- WHAT IS EXPECTED -
When the line with "M1137 110 1159" appears below, start repeating lines exactly, and keep going through the line with "M813 1H820L829 10 824 11Z"; add nothing outside that span.
########
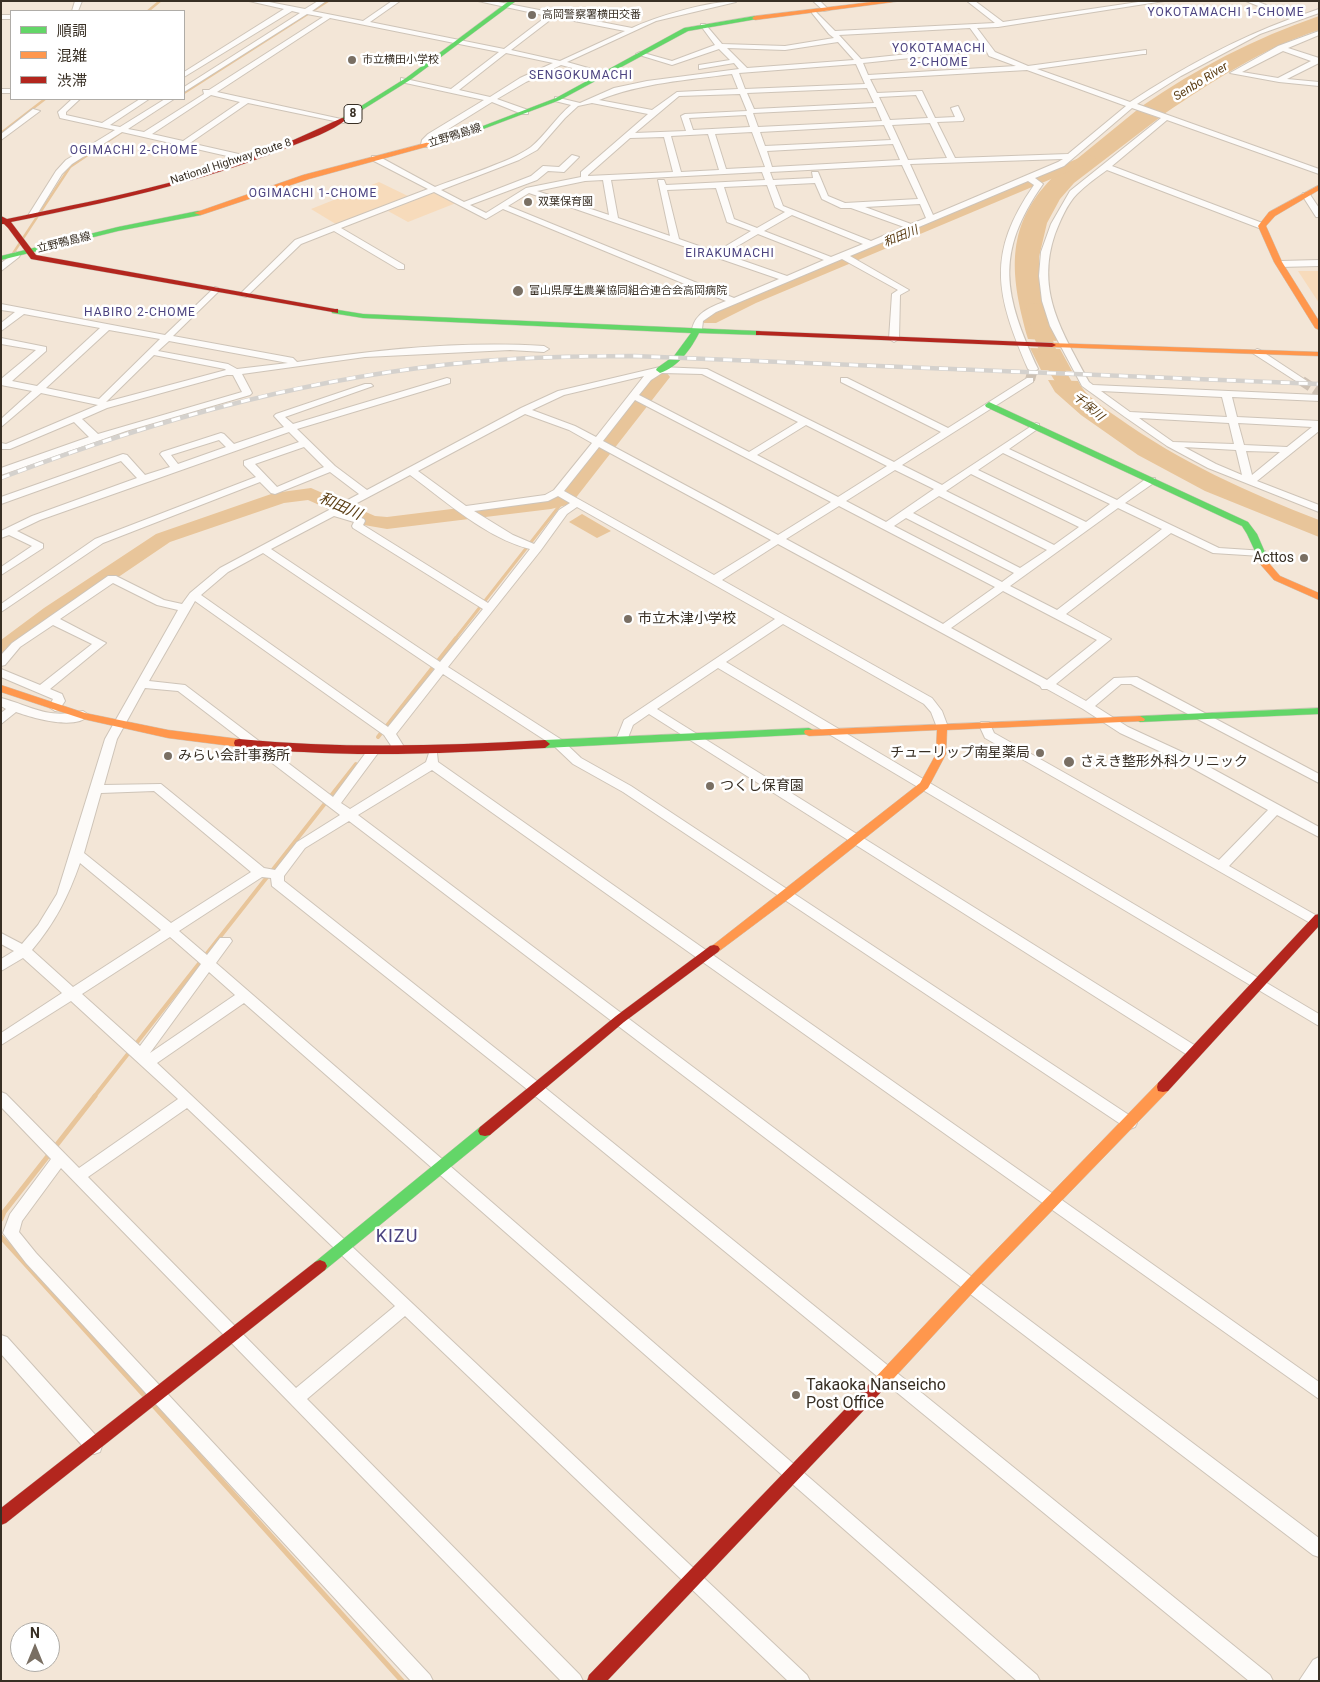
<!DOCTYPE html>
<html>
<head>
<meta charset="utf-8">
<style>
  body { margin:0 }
  #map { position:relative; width:1320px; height:1682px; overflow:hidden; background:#f3e6d7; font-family:Roboto,"Noto Sans JP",sans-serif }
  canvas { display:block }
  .frame { position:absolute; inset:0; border:2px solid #382f24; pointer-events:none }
  .legend { position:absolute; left:10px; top:10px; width:175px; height:90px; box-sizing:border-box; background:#fff; border:1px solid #afaca7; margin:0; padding:6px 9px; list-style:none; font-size:15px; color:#382f24 }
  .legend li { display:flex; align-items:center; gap:10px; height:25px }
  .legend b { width:25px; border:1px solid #afaca7 }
  .north { position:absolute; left:10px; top:1622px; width:50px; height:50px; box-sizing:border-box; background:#fff; border:1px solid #afaca7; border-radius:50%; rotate:0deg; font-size:14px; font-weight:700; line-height:20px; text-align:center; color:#382f24 }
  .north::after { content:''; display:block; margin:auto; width:18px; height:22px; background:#796f63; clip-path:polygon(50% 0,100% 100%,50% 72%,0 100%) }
</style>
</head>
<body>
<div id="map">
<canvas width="1320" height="1682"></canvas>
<div class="frame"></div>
<ul class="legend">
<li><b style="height:6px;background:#63d668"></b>順調</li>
<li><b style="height:6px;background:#ff974d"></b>混雑</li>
<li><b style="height:6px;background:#b3261e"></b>渋滞</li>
</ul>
<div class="north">N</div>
</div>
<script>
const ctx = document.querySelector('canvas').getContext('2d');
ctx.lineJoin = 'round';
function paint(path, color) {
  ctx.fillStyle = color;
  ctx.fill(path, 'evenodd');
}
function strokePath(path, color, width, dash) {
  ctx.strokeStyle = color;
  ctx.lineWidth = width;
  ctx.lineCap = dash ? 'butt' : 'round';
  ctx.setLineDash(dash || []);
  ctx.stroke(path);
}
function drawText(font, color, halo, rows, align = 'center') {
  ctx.font = font + ' Roboto,"Noto Sans JP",sans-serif';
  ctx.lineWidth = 5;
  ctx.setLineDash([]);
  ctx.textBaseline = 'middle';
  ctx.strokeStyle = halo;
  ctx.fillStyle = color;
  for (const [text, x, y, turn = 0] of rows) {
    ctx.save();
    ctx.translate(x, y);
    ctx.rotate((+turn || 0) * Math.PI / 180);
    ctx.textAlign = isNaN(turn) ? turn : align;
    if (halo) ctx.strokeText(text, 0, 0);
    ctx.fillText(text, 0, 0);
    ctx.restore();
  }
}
paint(new Path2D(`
  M379 182 410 197 339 226 311 209Z
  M435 192 456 203 408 222 388 211Z
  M1298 271H1319V303Z`), '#f7dbbb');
paint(new Path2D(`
  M1319 16V30C1263 48 1213 81 1164 114L1142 106C1197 68 1255 38 1319 16Z
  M1137 110 1159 118 1074 183 1060 199 1047 223 1039 257V275L1041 296 1057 341 1028 339C1011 278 1003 228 1052 178L1051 176 1069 163H1072Z
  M1030 348 1060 349 1072 371 1041 370Z
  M1048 380 1078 381C1085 396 1104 408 1117 417 1180 462 1247 492 1319 520V537L1205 491 1138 455 1081 415 1055 392Z
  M582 514 611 531 597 538 569 522Z`), '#e8c59a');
strokePath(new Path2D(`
  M148 11 160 1
  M184 93 328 1
  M1 133 45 99
  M12 255 70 167 126 129`), '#e8c59a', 2.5);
strokePath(new Path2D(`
  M455 639 564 500`), '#e8c59a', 3);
strokePath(new Path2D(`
  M378 737 456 638
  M94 1097 356 764`), '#e8c59a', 4);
strokePath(new Path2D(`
  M1 1219 4 1212 95 1096
  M1 1237 144 1395
  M154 1406 402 1681`), '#e8c59a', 5);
paint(new Path2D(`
  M1089 154 1096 158 1094 161 756 303 716 323H704L701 319 704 315 744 295Z
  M1034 303 1040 304 1042 308 1060 361 1072 382 1093 405 1090 409H1078C1049 381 1035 347 1026 308L1028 304Z
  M661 372 667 373 670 377 571 504 551 509 387 529 364 525 308 500 284 503 170 542 58 618 9 656 1 658V640L44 608 156 534 274 493 311 488 375 516 387 517 557 496 655 373Z`), '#e8c59a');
strokePath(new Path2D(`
  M1030 380 1033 369
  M1302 381 1319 392`), '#cec1b3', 10, [10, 5]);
const street = new Path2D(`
  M75 1H82L78 11H72Z
  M249 1H264L305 9 318 1H326L312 11 363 21 392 1H400L370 22 504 49 547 16 478 1H493L632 28C655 17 711 0 736 2L656 21 567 62 606 73V77L561 65 526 82 497 99 528 110V114H522L492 102 434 138 430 141 428 147H425L421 145 422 140 428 134 484 100 401 82V78L451 89 499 52 330 18 217 92 341 119H344V123L248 103 190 143 252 157 253 159 249 161 122 132 72 164 62 174 36 216H30L29 214 56 171 66 160 115 130 60 118 58 112 72 99H80L66 112V115L102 123 140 99H149L110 125 120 127 165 99H174L128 129 144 132 204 94 203 90H209L323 17 307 14 184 92V87L300 13 292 11 184 77V72L284 9ZM554 17 625 31 560 61 511 50ZM506 53 553 63 520 78 490 97 459 90ZM211 95 240 102 183 141 152 134Z
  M813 1H820L829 10 824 11Z
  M967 1H975L1003 22 1145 1H1164L998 27 977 28 995 52 1028 66 1146 50V54H1143L1037 69 1130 102C1181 69 1233 40 1290 19L1246 1H1256L1296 17 1319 9V13L1260 34 1181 76 1137 104 1319 169V174L1167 120 1112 166 1265 224V228H1259L1107 170C1097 177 1086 185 1077 194 1067 204 1060 221 1055 234 1035 292 1063 333 1089 382L1093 385 1319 395V401L1232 397 1237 417 1319 421V431L1257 481 1319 505V512L1208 468 1167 446 1125 417 1082 386 1050 326 1042 301 1039 276 1041 252 1051 224 1070 191 1161 118 1132 108 1064 166 1035 178 1043 184C994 254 1004 295 1038 369L1033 372 1028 369C996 295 986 254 1034 185L1028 181 850 256 909 290 900 295 899 339 894 342 889 339 892 294 898 290 842 259 716 312 703 321 702 329 697 332 692 329C696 312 711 307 726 301L503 209 486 219 434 192 341 228 404 265V269H398L334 231 301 244 246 297 239 295 295 240 428 189 372 160V156H378L435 187C460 177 511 162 531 147 546 135 556 117 571 105L555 101V97L580 103 614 88 647 81 739 69 734 63 699 69V65L730 60 719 49 672 65 636 54 640 52 672 61 715 45 701 26V24H705L722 44 785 46 834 38 829 34 812 13V11L814 10 835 31 995 23ZM970 28 983 46 861 59 839 35ZM838 42 854 60 747 68 727 48 785 50ZM986 50 989 56 1016 66 868 75 863 63ZM856 64 865 84 745 89 739 73ZM1027 70 1126 106 1068 154 955 158 937 122 963 121 964 119 958 106 951 108 955 117 935 118 922 91 877 93 870 79ZM732 74 738 89 677 92 652 110 599 100C641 83 687 80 732 74ZM867 88 874 103 754 109 747 93ZM740 94 747 111 685 114 681 116 686 131 635 133 679 96ZM916 95 928 118 890 120 879 97ZM592 103 648 114 581 172V177L526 188 486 213 470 205 537 180 548 171 564 172 579 157 572 155 559 167 543 166 531 176 464 202 441 190 519 160 537 150 565 118 578 106ZM876 107 882 121 758 127 753 113ZM746 115 750 127 693 130 689 118ZM930 123 947 158 908 160 892 125ZM884 125 891 140 765 146 760 132ZM752 132 765 167 726 169 715 134ZM708 134 719 170 681 172 671 136ZM664 137 673 172 588 176V175L630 138ZM893 144 900 160 772 167 767 151ZM1063 159 1058 162 933 215 910 164ZM902 165 918 199 845 203 828 196 818 172H812L813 178 773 180 770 172ZM762 172 765 180 666 185 664 180H658L670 236 618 218 611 180ZM603 180 609 215 537 191 585 181ZM815 183 822 199 841 208H851L904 227 871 241 783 206 775 185ZM767 185 775 207 785 212 757 228 734 219 724 187ZM716 188 727 222 751 231 716 252 679 239 667 190ZM529 193 779 279 734 298 508 206ZM920 204 926 218 911 224 865 207ZM792 215 863 244 831 257 764 231ZM758 234 824 260 787 276 724 254ZM1101 391 1222 397 1227 417 1130 412ZM1139 418 1229 423 1234 444 1173 442ZM1238 423 1312 427 1287 447 1244 445ZM1184 447 1236 450 1242 475 1216 464ZM1246 451 1280 452 1252 475Z
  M1 15H11V19H1Z
  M1319 31V35L1288 48 1319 58V63L1287 79 1319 82V86L1279 82 1230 73 1278 46ZM1283 51 1311 61 1278 78 1242 72Z
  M1 89H11V93H1Z
  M33 109 40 111 1 140V134Z
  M1303 193H1309L1319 208V217H1316L1302 195Z
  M16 252 20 255 19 257 1 271V263Z
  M1319 260V266L1280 267 1276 264 1280 261Z
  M215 287 218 288V292L173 336 293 358 297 362C378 349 462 341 544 346L549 349 544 352 510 350 365 357 242 374 252 393 250 395 126 431 1 475V468L89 437 74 422 10 449H1V443L6 444 98 405 41 393 1 427V419L32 391 1 385V379L36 350 1 344V338L46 347V351L12 381 37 386 100 328 24 314 1 331V323L15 312 1 310V304L165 335ZM109 330 160 339 99 399 46 388ZM169 341 288 363 237 369 228 364 158 351ZM154 355 225 369 226 370 106 402ZM227 375H233L242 392 98 434 82 419 107 408Z
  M1257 349 1260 350 1307 381 1305 383H1299L1254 354 1252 352Z
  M660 367 707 369 894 462 941 432 841 382V378H847L948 428 1027 378H1033V382L902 465 942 485 1036 423 1039 424V428L1009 449 1117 500 1147 478H1155V482L1125 503 1219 548 1265 551 1266 553 1261 556 1213 553 1171 533 1066 614 1111 639 1056 684 1086 701 1114 678 1137 677 1319 774V783L1131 684H1121L1095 706 1128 727 1180 751 1319 827V837L1277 815 1229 866 1319 917V928L985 738 979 725 981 722H989L994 733 1219 860 1268 810 1172 757 1120 733 1083 709 1047 689H1042L1040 686 778 544 722 580 932 698 942 711 948 727 942 731 938 730 931 712 924 704 783 624 726 662 1319 1014V1026L718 668 657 709 1199 1048 1201 1052 1199 1056 1194 1057 1189 1056 649 714 633 725 626 743H618L616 740 624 720 775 619 577 507 567 514 541 550 448 667 562 740 581 758 631 786 1135 1119 1137 1123 1135 1127 1130 1129 1125 1127 623 792 573 764 554 746 443 674 396 734 406 750 404 753H396L384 735 195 601 149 681 185 685 333 797 370 747H378L380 750 378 753 341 803 350 809 426 762 429 753H437L438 762 1059 1198 1319 1382V1399L432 770 358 815 1319 1538V1557L1313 1555 349 821 305 848 284 876V881L533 1078 1270 1675 1273 1681H1249L523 1086 272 886 271 878 262 877 179 931 207 955 220 938H230L232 941 216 963 1037 1675 1040 1681H1017L244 1003 157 1063 807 1675 810 1681H788L405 1316 307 1399 580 1675 583 1681H561L61 1168 22 1221 19 1232 36 1253 430 1675 433 1681H411L26 1263 3 1233 10 1214 51 1159 1 1107V1092L6 1094 79 1168 178 1099 71 1001 1 1045V1033L62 993 23 958 1 971V959L14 951 1 944V933L22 944 38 925 57 894 105 739 178 610 157 605 113 583 60 619 106 643 50 689 62 694 65 701 59 710 55 711 49 707 53 699 1 677V669L40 685 92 644 53 625 20 647 5 665 1 666V655L12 643 108 576H116L164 600 182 604 190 593 220 568 359 494 330 472 275 494 271 493 260 482 103 543 1 612V604L95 539 256 477 244 465V461L299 442 289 432 40 520 17 531 43 544V548L1 575V567L32 546 9 535 1 538V531L32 516 137 478 121 461 1 504V497L123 454 127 455 145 475 170 467 160 454 162 452 221 433 224 434 234 444 284 427 274 416 276 414 365 384H371L373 386 285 417 293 424 447 378 450 379V383L297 429 335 466 367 490 521 408 558 391ZM662 373 702 374 798 422 749 452 639 395 651 380ZM644 376 596 437 575 426 532 410 564 395ZM635 400 831 502 778 535 603 441ZM525 414 569 430 592 443 554 490 545 495 466 506 418 471ZM806 425 887 466 838 497 757 455ZM219 440 226 447 178 464 171 455ZM304 447 324 467 277 487 255 464ZM599 447 771 540 714 575 564 491ZM1003 453 1110 504 1086 522 978 470ZM895 470 934 489 886 522 846 501ZM971 474 1079 527 1054 545 946 491ZM410 475C447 502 486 538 530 549L488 603 363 525 365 521 364 519 342 511ZM558 496 570 503 559 510 534 544 513 535 474 511 548 501ZM939 496 1047 550 1020 568 913 513ZM839 506 995 587 943 624 786 539ZM1118 508 1162 529 1057 610 1010 586ZM334 516 354 522 352 526 353 528 483 609 440 662 271 549ZM906 518 1014 573 1002 582 894 526ZM263 553 435 669 388 727 201 595 228 572ZM1003 591 1097 640 1047 680 951 628ZM145 688 178 691 340 815 297 842 275 870 264 868 161 784 104 785 117 739ZM154 791 251 872 171 923 84 853 101 793ZM80 863 161 930 73 987 32 950C55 923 68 897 80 863ZM170 937 201 964 140 1046 82 994ZM209 972 235 995 150 1053ZM187 1108 395 1306 296 1388 88 1177Z
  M1 698C34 707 46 719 83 711L89 715C76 731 33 718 16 712L1 724V713L6 709 1 706Z
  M1 1335 7 1337 100 1440 102 1446 100 1452 94 1454 88 1452 1 1354Z
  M1319 1657V1681H1299L1313 1660Z`);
const fast = new Path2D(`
  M509 1H516L410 80 346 120H342V118L406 78Z
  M755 16 758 18 757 19 688 31 560 100 462 137 457 136 556 98 684 28Z
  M198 211H201V215L118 231 1 260V256L118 227Z
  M332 309 363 314 759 331 763 333 759 335 699 333C691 349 678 367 660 373L656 370 657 368 674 356 691 333 363 318 332 313Z
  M989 402 1248 522 1257 534 1270 564 1268 566H1262L1247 534 1242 526 986 407 985 405Z
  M1319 708V714L1140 722 1135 719 1140 716Z
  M809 728 813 730 814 732 813 734 545 748 540 744 545 740Z
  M485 1126 490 1127 492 1131 490 1135 325 1270 320 1272 315 1270 313 1266 315 1262 480 1127Z`);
const slow = new Path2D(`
  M880 1H901L755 20 752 18 755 16Z
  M460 134 463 136 462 137 309 179 201 215 194 213 303 175Z
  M1319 185V190L1275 216 1266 226 1282 262 1319 321V330L1315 328 1274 262 1258 226 1269 212Z
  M1049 343 1319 352V356L1052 347 1048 345Z
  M1265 561 1268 562 1280 576 1319 593V600L1274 580 1260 564Z
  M1 685 85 713 168 730 239 739 244 743 239 747 168 738 83 719 1 692Z
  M1140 716 1145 719 1144 721 947 730 946 754 928 788 790 898 718 952H710L708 949 920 783 936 754 937 730 809 736 805 734 804 732 805 730Z
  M1163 1082 1168 1083 1169 1087 1168 1091 977 1288 883 1390 878 1392 873 1390 871 1385 873 1380 967 1280 1158 1083Z`);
const jam = new Path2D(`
  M342 118 347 119C333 131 307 140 289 147 200 183 105 203 11 222L36 255 335 309H338V313L31 259 8 228 4 224H1V216L7 219C92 201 180 185 261 153 289 143 315 130 342 118Z
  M756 331 1052 343 1056 345 1052 347 759 335H756Z
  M239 739C341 749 443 746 545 740L550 744 545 748C465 752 384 757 304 752 282 751 257 751 235 746L234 743 235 740Z
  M1319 914V926L1168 1091 1163 1092 1158 1091 1157 1087 1158 1083 1315 915Z
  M714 945 718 946 720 949 718 952 624 1022 490 1135 485 1136 480 1135 478 1131 480 1127 616 1016 710 946Z
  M320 1260 325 1262 327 1266 325 1270 6 1523 1 1525V1508L315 1262Z
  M878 1378 883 1380 885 1385 883 1390 607 1681H587L589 1675 873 1380Z`);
strokePath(street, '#cec4b8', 2);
strokePath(fast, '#cec4b8', 1);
strokePath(slow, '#cec4b8', 1);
strokePath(jam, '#cec4b8', 1);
paint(street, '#fdfbf9');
paint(fast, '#63d668');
paint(slow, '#ff974d');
paint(jam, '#b3261e');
const rail = new Path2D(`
  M1 478C153 420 309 377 472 362 526 357 580 356 634 356L1319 384`);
strokePath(rail, '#d4d1cd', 4.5);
strokePath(rail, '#fff', 3, [9]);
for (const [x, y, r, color] of [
  [532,15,5,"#796f63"],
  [352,60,5,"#796f63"],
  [528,202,5,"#796f63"],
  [518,291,6,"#796f63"],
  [1304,558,5,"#796f63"],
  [628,619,5,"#796f63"],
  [1040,753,5,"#796f63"],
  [168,756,5,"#796f63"],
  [1069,762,6,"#796f63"],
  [710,786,5,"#796f63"],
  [796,1395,5,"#796f63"]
]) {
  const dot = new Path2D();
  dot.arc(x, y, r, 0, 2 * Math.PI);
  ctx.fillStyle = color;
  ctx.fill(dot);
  strokePath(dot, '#fff', 2);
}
drawText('11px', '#382f24', '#fff', [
  ["高岡警察署横田交番",542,15],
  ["市立横田小学校",362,60],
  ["双葉保育園",538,202],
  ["富山県厚生農業協同組合連合会高岡病院",529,291]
], 'left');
drawText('11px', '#382f24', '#fff', [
  ["立野鴨島線",455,136,-17],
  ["National Highway Route 8",231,162,-18],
  ["立野鴨島線",64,243,-14]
]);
ctx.letterSpacing = '1px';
drawText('12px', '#4c4380', '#fff', [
  ["YOKOTAMACHI 1-CHOME",1226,13],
  ["YOKOTAMACHI",939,49],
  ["2-CHOME",939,63],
  ["SENGOKUMACHI",581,76],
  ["OGIMACHI 2-CHOME",134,151],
  ["OGIMACHI 1-CHOME",313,194],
  ["EIRAKUMACHI",730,254],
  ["HABIRO 2-CHOME",140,313]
]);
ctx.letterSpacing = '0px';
drawText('italic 12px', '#5a3c12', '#fff', [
  ["Senbo River",1201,82,-32],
  ["和田川",901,237,-23],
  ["千保川",1088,407,40]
]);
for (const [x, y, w] of [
  [353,114,18]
]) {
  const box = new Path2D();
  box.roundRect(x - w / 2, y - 9.5, w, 19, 4);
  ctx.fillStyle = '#fff';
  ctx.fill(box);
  strokePath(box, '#382f24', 1);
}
drawText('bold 12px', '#382f24', null, [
  ["8",353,114]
]);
drawText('14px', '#382f24', '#fff', [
  ["Acttos",1294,558,"right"],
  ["市立木津小学校",638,619],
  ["チューリップ南星薬局",1030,753,"right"],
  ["みらい会計事務所",178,756],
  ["さえき整形外科クリニック",1080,762],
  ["つくし保育園",720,786]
], 'left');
drawText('italic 15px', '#5a3c12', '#fff', [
  ["和田川",340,507,24]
]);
drawText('16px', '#382f24', '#fff', [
  ["Takaoka Nanseicho",806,1386],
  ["Post Office",806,1404]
], 'left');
ctx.letterSpacing = '1px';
drawText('18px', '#4c4380', '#fff', [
  ["KIZU",397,1237]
]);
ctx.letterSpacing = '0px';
</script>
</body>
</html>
########
- ANSWER SPACE -
  M1137 110 1159 118 1074 183 1060 199 1047 223 1039 257V275L1041 296 1057 341 1028 339C1011 278 1003 228 1052 178L1051 176 1069 163H1072Z
  M1030 348 1060 349 1072 371 1041 370Z
  M1048 380 1078 381C1085 396 1104 408 1117 417 1180 462 1247 492 1319 520V537L1205 491 1138 455 1081 415 1055 392Z
  M582 514 611 531 597 538 569 522Z`), '#e8c59a');
strokePath(new Path2D(`
  M148 11 160 1
  M184 93 328 1
  M1 133 45 99
  M12 255 70 167 126 129`), '#e8c59a', 2.5);
strokePath(new Path2D(`
  M455 639 564 500`), '#e8c59a', 3);
strokePath(new Path2D(`
  M378 737 456 638
  M94 1097 356 764`), '#e8c59a', 4);
strokePath(new Path2D(`
  M1 1219 4 1212 95 1096
  M1 1237 144 1395
  M154 1406 402 1681`), '#e8c59a', 5);
paint(new Path2D(`
  M1089 154 1096 158 1094 161 756 303 716 323H704L701 319 704 315 744 295Z
  M1034 303 1040 304 1042 308 1060 361 1072 382 1093 405 1090 409H1078C1049 381 1035 347 1026 308L1028 304Z
  M661 372 667 373 670 377 571 504 551 509 387 529 364 525 308 500 284 503 170 542 58 618 9 656 1 658V640L44 608 156 534 274 493 311 488 375 516 387 517 557 496 655 373Z`), '#e8c59a');
strokePath(new Path2D(`
  M1030 380 1033 369
  M1302 381 1319 392`), '#cec1b3', 10, [10, 5]);
const street = new Path2D(`
  M75 1H82L78 11H72Z
  M249 1H264L305 9 318 1H326L312 11 363 21 392 1H400L370 22 504 49 547 16 478 1H493L632 28C655 17 711 0 736 2L656 21 567 62 606 73V77L561 65 526 82 497 99 528 110V114H522L492 102 434 138 430 141 428 147H425L421 145 422 140 428 134 484 100 401 82V78L451 89 499 52 330 18 217 92 341 119H344V123L248 103 190 143 252 157 253 159 249 161 122 132 72 164 62 174 36 216H30L29 214 56 171 66 160 115 130 60 118 58 112 72 99H80L66 112V115L102 123 140 99H149L110 125 120 127 165 99H174L128 129 144 132 204 94 203 90H209L323 17 307 14 184 92V87L300 13 292 11 184 77V72L284 9ZM554 17 625 31 560 61 511 50ZM506 53 553 63 520 78 490 97 459 90ZM211 95 240 102 183 141 152 134Z
  M813 1H820L829 10 824 11Z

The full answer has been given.